Anatomy of a Modern Data Solution on Snowflake — Extract and Load

Learn about extract and load (EL) for Snowflake and what to consider when designing a solution.

Milan Mosny
Infostrux Engineering Blog

--

Photo by Mike van den Bos on Unsplash

This blog is the third in the "Anatomy of a Modern Data Solution on Snowflake" series. It talks about the second element of a solution — how to extract and load data into Snowflake in the context of a Modern Data Stack.

The purpose of this exercise is to extract data from data sources and load them without any, or only with truly minimal, transformations. We often call it ingest. The approach allows us to follow a couple of important principles (if we are so inclined):

  • Separation of concerns — this is a well-known software development (and systems design) principle that allows us to create simpler solutions, which means less development and maintenance effort, leading to a higher speed of delivery.
  • Functional data warehousing — the term is perhaps not that well known, but the approach is often followed. The idea is that all transformations downstream of the load can be recomputed anytime, leading to the substantially same result. This is possible if the load preserves historical changes at the data source and/or the history of loads themselves. A cloud warehouse technology that separates storage and compute (such as Snowflake) and can use as much compute as needed to run the recomputation helps. The advantage is that we don’t have to maintain the state of the warehouse and write complex updates and backfill procedures when we discover a bug or a design flaw or when we introduce changes expanding the coverage of downstream structures.

Business and Technical Drivers

When deciding on approaches and technologies, consider the following:

  • Data source type support — does the EL tech you are considering support the data sources you wish to work with now and in the future?

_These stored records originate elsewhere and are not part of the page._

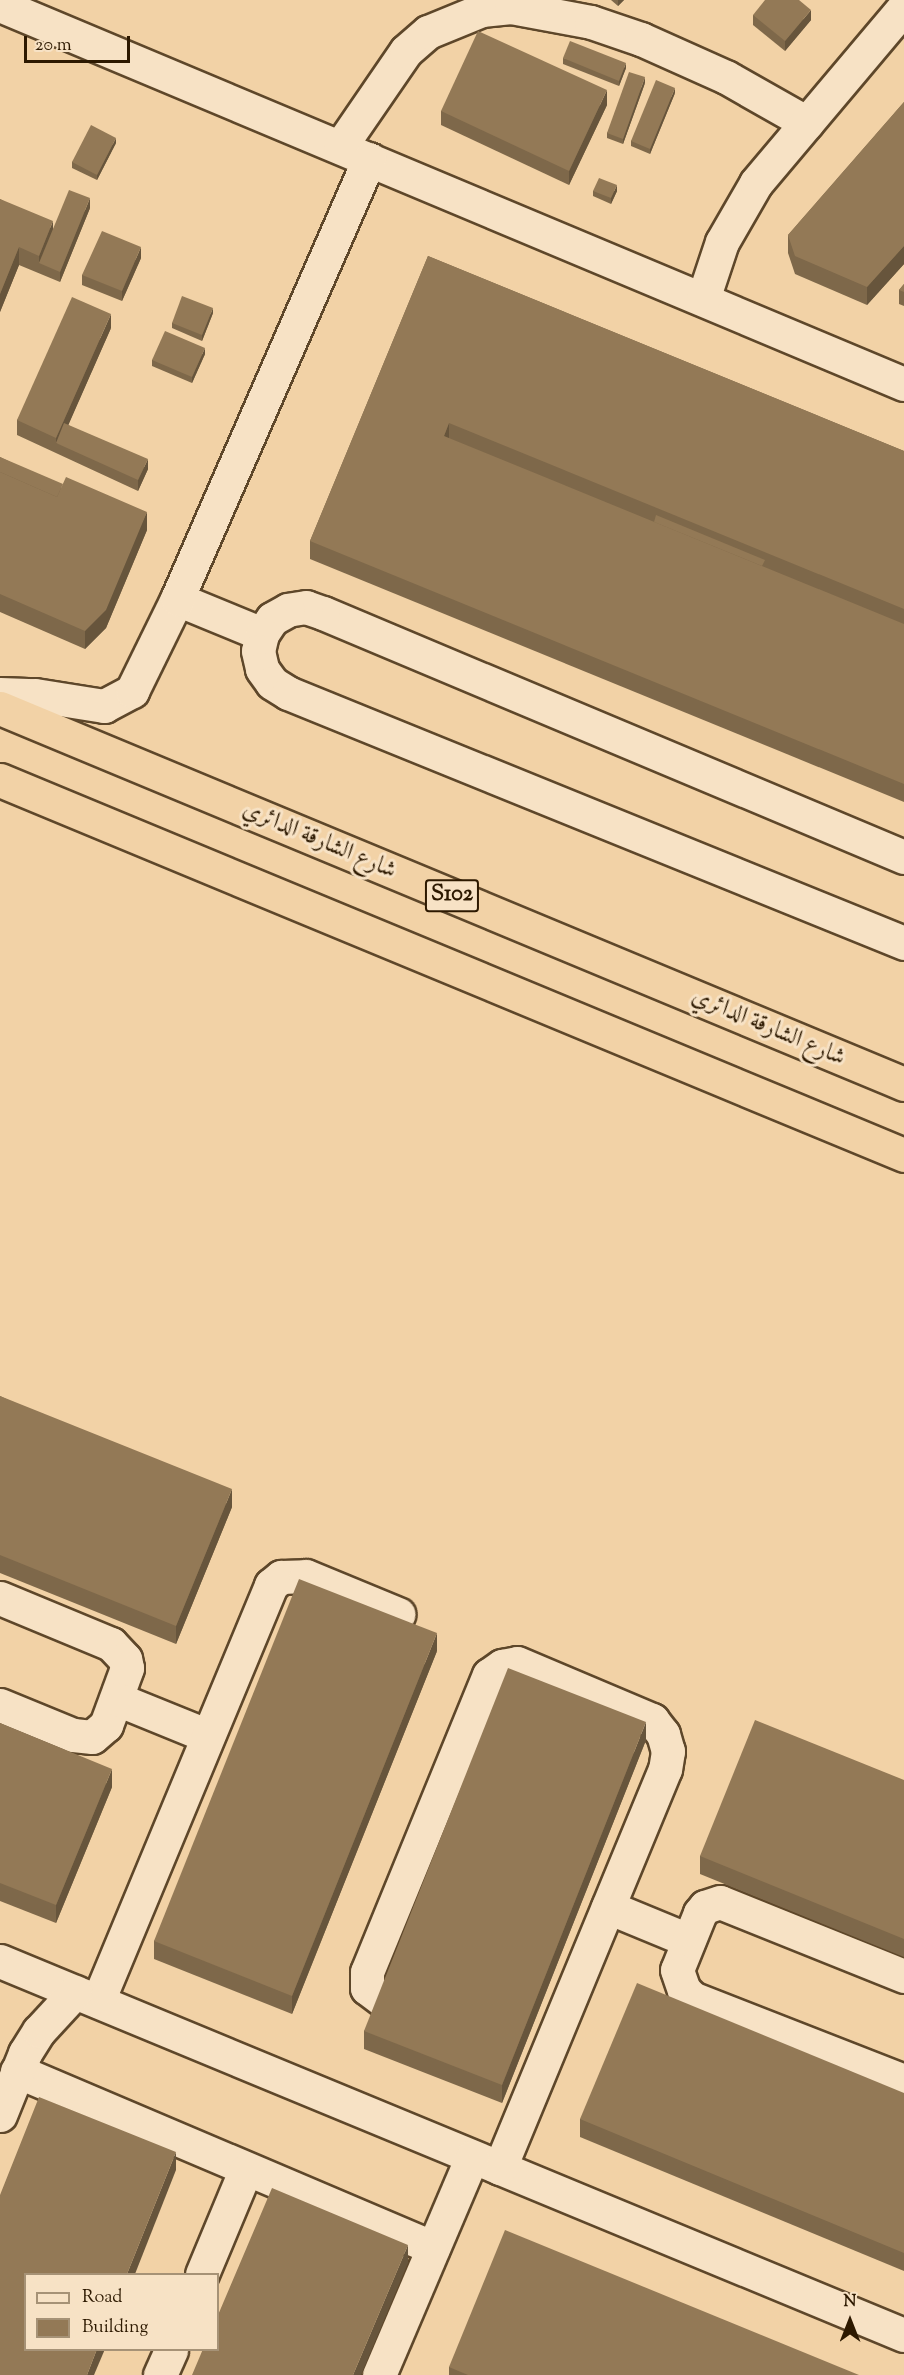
<!DOCTYPE html>
<meta charset="utf-8">
<style>
body{margin:0}
#map{position:relative;width:904px;height:2375px;overflow:hidden;background:#f2d2a6;font-family:"Sorts Mill Goudy",Amiri,serif}
div>[style]{position:absolute}
.roads{filter:drop-shadow(2px 0 #5e472a) drop-shadow(-2px 0 #5e472a) drop-shadow(0 2px #5e472a) drop-shadow(0 -2px #5e472a)}
.minor>*{height:33px;margin:-16.5px;padding:0 16.5px;transform-origin:16.5px;border-radius:16.5px;background:#f7e2c5}
.highway>*{height:33px;margin:-16.5px;padding:0 16.5px;transform-origin:16.5px;border-radius:16.5px;background:#f2d2a6}
.wall>*{inset:0;background:#7e684a}
.shaded-wall>*{inset:0;background:#67553c}
.building>*{inset:0;background:#937956}
span{translate:-50% -50%;white-space:nowrap;text-align:center;line-height:1.15;-webkit-text-stroke:6px #f7e2c5;paint-order:stroke}
.shield-label span{padding:2px 4px;background:#f7e2c5;border:2px solid;border-radius:4px;-webkit-text-stroke-width:0}
.shield-label{font-size:22px;color:#2d1900;font-weight:700}
.street-label{font-size:24px;color:#2d1900}
.legend{position:absolute;left:24px;top:2273px;width:195px;height:78px;box-sizing:border-box;background:#f7e2c5;border:2px solid #a69276;margin:0;padding:8px 10px;list-style:none;font-size:18px;color:#2d1900}
.legend li{display:flex;align-items:center;gap:12px;height:30px}
.legend b{width:30px;border:2px solid #a69276}
.north{position:absolute;left:820px;top:2291px;width:60px;height:60px;-webkit-text-stroke:4px #f7e2c5;paint-order:stroke;rotate:0deg;font-size:16px;font-weight:700;line-height:24px;text-align:center;color:#2d1900}
.north::after{content:'';display:block;margin:auto;width:21px;height:27px;background:#2d1900;clip-path:polygon(50% 0,100% 100%,50% 72%,0 100%)}
.scale{position:absolute;left:24px;top:36px;width:106px;height:27px;box-sizing:border-box;border:3px solid #2d1900;border-top:0;padding-left:8px;font-size:18px;line-height:21px;white-space:nowrap;color:#2d1900;-webkit-text-stroke:4px #f7e2c5;paint-order:stroke}
</style>
<div id="map">
<div class="roads">
<div class="minor">
<div style="left:0;top:5px;width:980px;rotate:22.75deg"></div>
<div style="left:340px;top:147px;width:116px;rotate:-55.5deg"></div>
<div style="left:406px;top:51px;width:29px;rotate:-41deg"></div>
<div style="left:428px;top:32px;width:58px;rotate:-22.2deg"></div>
<div style="left:482px;top:10px;width:29px;rotate:-6deg"></div>
<div style="left:511px;top:7px;width:81px;rotate:10.6deg"></div>
<div style="left:591px;top:22px;width:53px;rotate:18.8deg"></div>
<div style="left:641px;top:39px;width:93px;rotate:24.1deg"></div>
<div style="left:726px;top:77px;width:93px;rotate:29.6deg"></div>
<div style="left:703px;top:299px;width:60px;rotate:-71.6deg"></div>
<div style="left:722px;top:242px;width:68px;rotate:-60deg"></div>
<div style="left:756px;top:183px;width:230px;rotate:-49.9deg"></div>
<div style="left:177px;top:599px;width:92px;rotate:22.4deg"></div>
<div style="left:0;top:694px;width:35px;rotate:2deg"></div>
<div style="left:35px;top:695px;width:70px;rotate:9.1deg"></div>
<div style="left:104px;top:706px;width:32px;rotate:-28deg"></div>
<div style="left:132px;top:691px;width:102px;rotate:-63.9deg"></div>
<div style="left:177px;top:599px;width:480px;rotate:-66.4deg"></div>
<div style="left:904px;top:857px;width:630px;rotate:-157.22deg"></div>
<div style="left:323px;top:613px;width:18px;rotate:-161deg"></div>
<div style="left:306px;top:607px;width:18px;rotate:171deg"></div>
<div style="left:288px;top:610px;width:18px;rotate:151deg"></div>
<div style="left:272px;top:619px;width:18px;rotate:124deg"></div>
<div style="left:262px;top:634px;width:17px;rotate:103deg"></div>
<div style="left:258px;top:651px;width:18px;rotate:77deg"></div>
<div style="left:262px;top:669px;width:17px;rotate:54deg"></div>
<div style="left:272px;top:683px;width:19px;rotate:32deg"></div>
<div style="left:288px;top:693px;width:665px;rotate:22.09deg"></div>
<div style="left:0;top:1598px;width:120px;rotate:22.5deg"></div>
<div style="left:111px;top:1644px;width:21px;rotate:47deg"></div>
<div style="left:125px;top:1659px;width:9px;rotate:77deg"></div>
<div style="left:127px;top:1668px;width:61px;rotate:110.2deg"></div>
<div style="left:106px;top:1725px;width:18px;rotate:139deg"></div>
<div style="left:92px;top:1737px;width:19px;rotate:-174deg"></div>
<div style="left:73px;top:1735px;width:79px;rotate:-157.7deg"></div>
<div style="left:117px;top:1699px;width:98px;rotate:22.1deg"></div>
<div style="left:608px;top:1907px;width:87px;rotate:22.4deg"></div>
<div style="left:0;top:1961px;width:978px;rotate:22.48deg"></div>
<div style="left:904px;top:1976px;width:198px;rotate:-158.1deg"></div>
<div style="left:720px;top:1902px;width:16px;rotate:162deg"></div>
<div style="left:705px;top:1907px;width:8px;rotate:130deg"></div>
<div style="left:700px;top:1913px;width:61px;rotate:112deg"></div>
<div style="left:677px;top:1970px;width:21px;rotate:71deg"></div>
<div style="left:684px;top:1990px;width:11px;rotate:45deg"></div>
<div style="left:692px;top:1998px;width:228px;rotate:21.4deg"></div>
<div style="left:383px;top:2000px;width:20px;rotate:-143deg"></div>
<div style="left:367px;top:1988px;width:16px;rotate:-90deg"></div>
<div style="left:367px;top:1972px;width:321px;rotate:-67.7deg"></div>
<div style="left:489px;top:1675px;width:16px;rotate:-35deg"></div>
<div style="left:502px;top:1666px;width:15px;rotate:-11deg"></div>
<div style="left:517px;top:1663px;width:147px;rotate:22.9deg"></div>
<div style="left:652px;top:1720px;width:18px;rotate:52deg"></div>
<div style="left:663px;top:1734px;width:18px;rotate:74deg"></div>
<div style="left:668px;top:1751px;width:18px;rotate:99deg"></div>
<div style="left:665px;top:1769px;width:432px;rotate:112.5deg"></div>
<div style="left:98px;top:2001px;width:451px;rotate:-67.4deg"></div>
<div style="left:271px;top:1585px;width:13px;rotate:-39deg"></div>
<div style="left:281px;top:1577px;width:25px;rotate:-2deg"></div>
<div style="left:306px;top:1576px;width:100px;rotate:22.4deg"></div>
<div style="left:17px;top:2071px;width:452px;rotate:23deg"></div>
<div style="left:0;top:2115px;width:67px;rotate:-68deg"></div>
<div style="left:25px;top:2053px;width:26px;rotate:-58deg"></div>
<div style="left:39px;top:2031px;width:53px;rotate:-47.3deg"></div>
<div style="left:202px;top:2274px;width:112px;rotate:-67.3deg"></div>
<div style="left:160px;top:2375px;width:27px;rotate:-66deg"></div>
<div style="left:379px;top:2375px;width:237px;rotate:-66.9deg"></div>
</div>
<div class="highway">
<div style="left:0;top:708px;width:979px;rotate:22.58deg"></div>
<div style="left:0;top:780px;width:979px;rotate:22.53deg"></div>
</div>
</div>
<div class="wall">
<div style="clip-path:polygon(611px 0,624px 0,618px 6px)"></div>
<div style="clip-path:polygon(753px 15px,811px 20px,785px 51px,753px 25px)"></div>
<div style="clip-path:polygon(563px 58px,626px 68px,619px 86px,563px 64px)"></div>
<div style="clip-path:polygon(645px 83px,623px 144px,607px 138px,607px 133px)"></div>
<div style="clip-path:polygon(675px 93px,650px 154px,631px 146px,631px 141px)"></div>
<div style="clip-path:polygon(904px 102px,904px 264px,867px 305px,795px 274px,788px 253px,788px 235px)"></div>
<div style="clip-path:polygon(607px 105px,569px 185px,441px 125px,441px 111px)"></div>
<div style="clip-path:polygon(116px 143px,97px 180px,72px 168px,72px 162px)"></div>
<div style="clip-path:polygon(593px 191px,617px 191px,611px 204px,593px 196px)"></div>
<div style="clip-path:polygon(0 199px,53px 229px,90px 208px,60px 282px,19px 265px,0 312px)"></div>
<div style="clip-path:polygon(428px 256px,904px 451px,904px 802px,310px 559px,310px 541px)"></div>
<div style="clip-path:polygon(141px 258px,122px 301px,82px 285px,82px 275px)"></div>
<div style="clip-path:polygon(904px 284px,904px 306px,899px 304px,899px 290px)"></div>
<div style="clip-path:polygon(213px 313px,202px 341px,172px 328px,172px 323px)"></div>
<div style="clip-path:polygon(111px 328px,68px 425px,148px 469px,138px 491px,17px 435px,17px 420px)"></div>
<div style="clip-path:polygon(205px 354px,192px 383px,152px 366px,152px 360px)"></div>
<div style="clip-path:polygon(0 457px,147px 530px,106px 628px,85px 649px,0 612px)"></div>
<div style="clip-path:polygon(0 1396px,232px 1507px,176px 1644px,0 1573px)"></div>
<div style="clip-path:polygon(437px 1651px,292px 2014px,154px 1959px,154px 1941px)"></div>
<div style="clip-path:polygon(0 1723px,112px 1787px,56px 1923px,0 1901px)"></div>
<div style="clip-path:polygon(646px 1740px,502px 2103px,364px 2049px,364px 2031px)"></div>
<div style="clip-path:polygon(904px 1780px,904px 1957px,700px 1874px,700px 1856px)"></div>
<div style="clip-path:polygon(904px 2093px,904px 2271px,580px 2137px,580px 2119px)"></div>
<div style="clip-path:polygon(449px 2367px,859px 2375px,449px 2375px)"></div>
</div>
<div class="shaded-wall">
<div style="clip-path:polygon(618px 0,624px 0,618px 6px)"></div>
<div style="clip-path:polygon(811px 10px,811px 20px,785px 51px,785px 41px)"></div>
<div style="clip-path:polygon(626px 63px,626px 68px,619px 86px,619px 81px)"></div>
<div style="clip-path:polygon(645px 77px,645px 83px,623px 144px,623px 139px)"></div>
<div style="clip-path:polygon(675px 88px,675px 93px,650px 154px,650px 149px)"></div>
<div style="clip-path:polygon(607px 90px,607px 105px,569px 185px,569px 171px)"></div>
<div style="clip-path:polygon(116px 138px,116px 143px,97px 180px,97px 175px)"></div>
<div style="clip-path:polygon(617px 185px,617px 191px,611px 204px,611px 198px)"></div>
<div style="clip-path:polygon(90px 198px,90px 208px,60px 282px,60px 272px)"></div>
<div style="clip-path:polygon(53px 221px,53px 239px,39px 263px,39px 256px)"></div>
<div style="clip-path:polygon(904px 246px,904px 264px,867px 305px,867px 287px)"></div>
<div style="clip-path:polygon(19px 247px,19px 265px,0 312px,0 294px)"></div>
<div style="clip-path:polygon(141px 247px,141px 258px,122px 301px,122px 291px)"></div>
<div style="clip-path:polygon(213px 308px,213px 313px,202px 341px,202px 335px)"></div>
<div style="clip-path:polygon(111px 314px,111px 328px,60px 444px,56px 443px,56px 438px)"></div>
<div style="clip-path:polygon(205px 348px,205px 354px,192px 383px,192px 377px)"></div>
<div style="clip-path:polygon(449px 423px,449px 441px,444px 436px)"></div>
<div style="clip-path:polygon(148px 459px,148px 469px,138px 491px,138px 480px)"></div>
<div style="clip-path:polygon(147px 512px,147px 530px,106px 628px,85px 649px,85px 631px)"></div>
<div style="clip-path:polygon(232px 1489px,232px 1507px,176px 1644px,176px 1626px)"></div>
<div style="clip-path:polygon(437px 1633px,437px 1651px,292px 2014px,292px 1996px)"></div>
<div style="clip-path:polygon(646px 1722px,646px 1740px,502px 2103px,502px 2085px)"></div>
<div style="clip-path:polygon(112px 1769px,112px 1787px,56px 1923px,56px 1905px)"></div>
<div style="clip-path:polygon(176px 2152px,176px 2170px,135px 2274px,127px 2274px)"></div>
<div style="clip-path:polygon(408px 2245px,408px 2263px,361px 2375px,353px 2375px)"></div>
<div style="clip-path:polygon(97px 2349px,105px 2349px,94px 2375px,87px 2375px)"></div>
</div>
<div class="building">
<div style="clip-path:polygon(765px 0,799px 0,811px 10px,785px 41px,753px 15px)"></div>
<div style="clip-path:polygon(478px 31px,607px 90px,569px 171px,441px 111px)"></div>
<div style="clip-path:polygon(570px 41px,626px 63px,619px 81px,563px 58px)"></div>
<div style="clip-path:polygon(629px 72px,645px 77px,623px 139px,607px 133px)"></div>
<div style="clip-path:polygon(656px 80px,675px 88px,650px 149px,631px 141px)"></div>
<div style="clip-path:polygon(904px 102px,904px 246px,867px 287px,795px 256px,788px 235px)"></div>
<div style="clip-path:polygon(91px 125px,116px 138px,97px 175px,72px 162px)"></div>
<div style="clip-path:polygon(599px 178px,617px 185px,611px 198px,593px 191px)"></div>
<div style="clip-path:polygon(69px 190px,90px 198px,60px 272px,39px 263px)"></div>
<div style="clip-path:polygon(0 199px,53px 221px,39px 256px,19px 247px,0 294px)"></div>
<div style="clip-path:polygon(102px 231px,141px 247px,122px 291px,82px 275px)"></div>
<div style="clip-path:polygon(428px 256px,904px 451px,904px 609px,449px 423px,444px 436px,904px 624px,904px 784px,310px 541px)"></div>
<div style="clip-path:polygon(904px 284px,904px 292px,899px 290px)"></div>
<div style="clip-path:polygon(182px 296px,213px 308px,202px 335px,172px 323px)"></div>
<div style="clip-path:polygon(72px 297px,111px 314px,56px 438px,17px 420px)"></div>
<div style="clip-path:polygon(165px 331px,205px 348px,192px 377px,152px 360px)"></div>
<div style="clip-path:polygon(64px 423px,148px 459px,138px 480px,56px 443px)"></div>
<div style="clip-path:polygon(0 457px,63px 484px,57px 497px,0 472px)"></div>
<div style="clip-path:polygon(0 472px,57px 497px,66px 477px,147px 512px,106px 610px,85px 631px,0 594px)"></div>
<div style="clip-path:polygon(656px 515px,765px 560px,762px 566px,654px 522px)"></div>
<div style="clip-path:polygon(0 1396px,232px 1489px,176px 1626px,0 1555px)"></div>
<div style="clip-path:polygon(299px 1579px,437px 1633px,292px 1996px,154px 1941px)"></div>
<div style="clip-path:polygon(508px 1668px,646px 1722px,502px 2085px,364px 2031px)"></div>
<div style="clip-path:polygon(755px 1720px,904px 1780px,904px 1939px,700px 1856px)"></div>
<div style="clip-path:polygon(0 1723px,112px 1769px,56px 1905px,0 1883px)"></div>
<div style="clip-path:polygon(637px 1983px,904px 2093px,904px 2253px,580px 2119px)"></div>
<div style="clip-path:polygon(39px 2097px,176px 2152px,127px 2274px,26px 2274px,26px 2349px,97px 2349px,87px 2375px,0 2375px,0 2195px)"></div>
<div style="clip-path:polygon(272px 2188px,408px 2245px,353px 2375px,192px 2375px,203px 2349px,218px 2349px,218px 2315px)"></div>
<div style="clip-path:polygon(505px 2230px,859px 2375px,468px 2375px,449px 2367px)"></div>
</div>
<div class="shield-label">
<span style="left:452px;top:896px">S102</span>
</div>
<div class="street-label">
<span style="left:319px;top:841px;rotate:23deg">شارع الشارقة الدائري</span>
<span style="left:768px;top:1028px;rotate:23deg">شارع الشارقة الدائري</span>
</div>
<ul class="legend">
<li><b style="height:8px;background:#f7e2c5"></b>Road</li>
<li><b style="height:16px;background:#937956"></b>Building</li>
</ul>
<div class="north">N</div>
<div class="scale">20 m</div>
</div>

The current technologies such as Fivetran, Airbyte or Rivery support literally 100s of different data sources, but they may still not support yours. It's worthwhile to look at the roadmap for these technologies or speak directly to the providers. The space is fast-moving, and new data sources are added weekly, if not daily. Can the EL tech support custom sources, and how much work is it to add one?
  • Effort to connect a data source — how much effort does it take to fully set up a connector, including security, logging, auditing, monitoring and other non-functional constraints?
  • CDC or history of changes — a technology that handles it all without us having to put in extra effort will impact how fast we can go and how easy it is to maintain the solution.
  • Latency and frequency of updates— latency measures the time from when a change occurs in the source system to the time that change is visible in the data solution. Many solutions do not require latency in minutes or seconds, but some do. What latency does the technology allow, and is it sufficient? Can it run frequently enough and at specified times?
  • Security and governance — different commercial and open-source providers have different standards for handling data in transit and at rest (as they often stage the data on their servers), how they connect to the source systems and how they handle connection secrets. Can the tech support our governance policies?
  • Multitenancy — if this is a requirement for our solution, can the tech handle this? Multitenancy often requires the ability to parameterize and automate.
  • The geographical location of the users, service and data — some privacy and compliance requirements may pose strict constraints on this.
  • SLAs and Reliability — what are the historical SLAs for the commercial providers, and/or how well is the open-source built? What happens if the data source schema changes? Does the tech support retry and/or self-healing?
  • Support/Maintenance — What happens if there is an issue that is not resolved automatically? Do the provider’s support policies fit our SLA requirements?
  • Disaster recovery — what happens if the tech goes down? What does it take to redo the setup? Does the solution support automation, even for setting up secrets, or does it support other means of recovery?
  • Development and deployment process — is there a need to support different environments that could be perhaps dedicated to separate branches or developers? Does the solution support the development processes (or vice versa)? Does the technology support parametrization of various aspects, including connections and secrets, automation via APIs or machine-readable formats
  • The true cost to own (TCO)— development, maintenance and runtime costs all combined. Each of these can be substantial.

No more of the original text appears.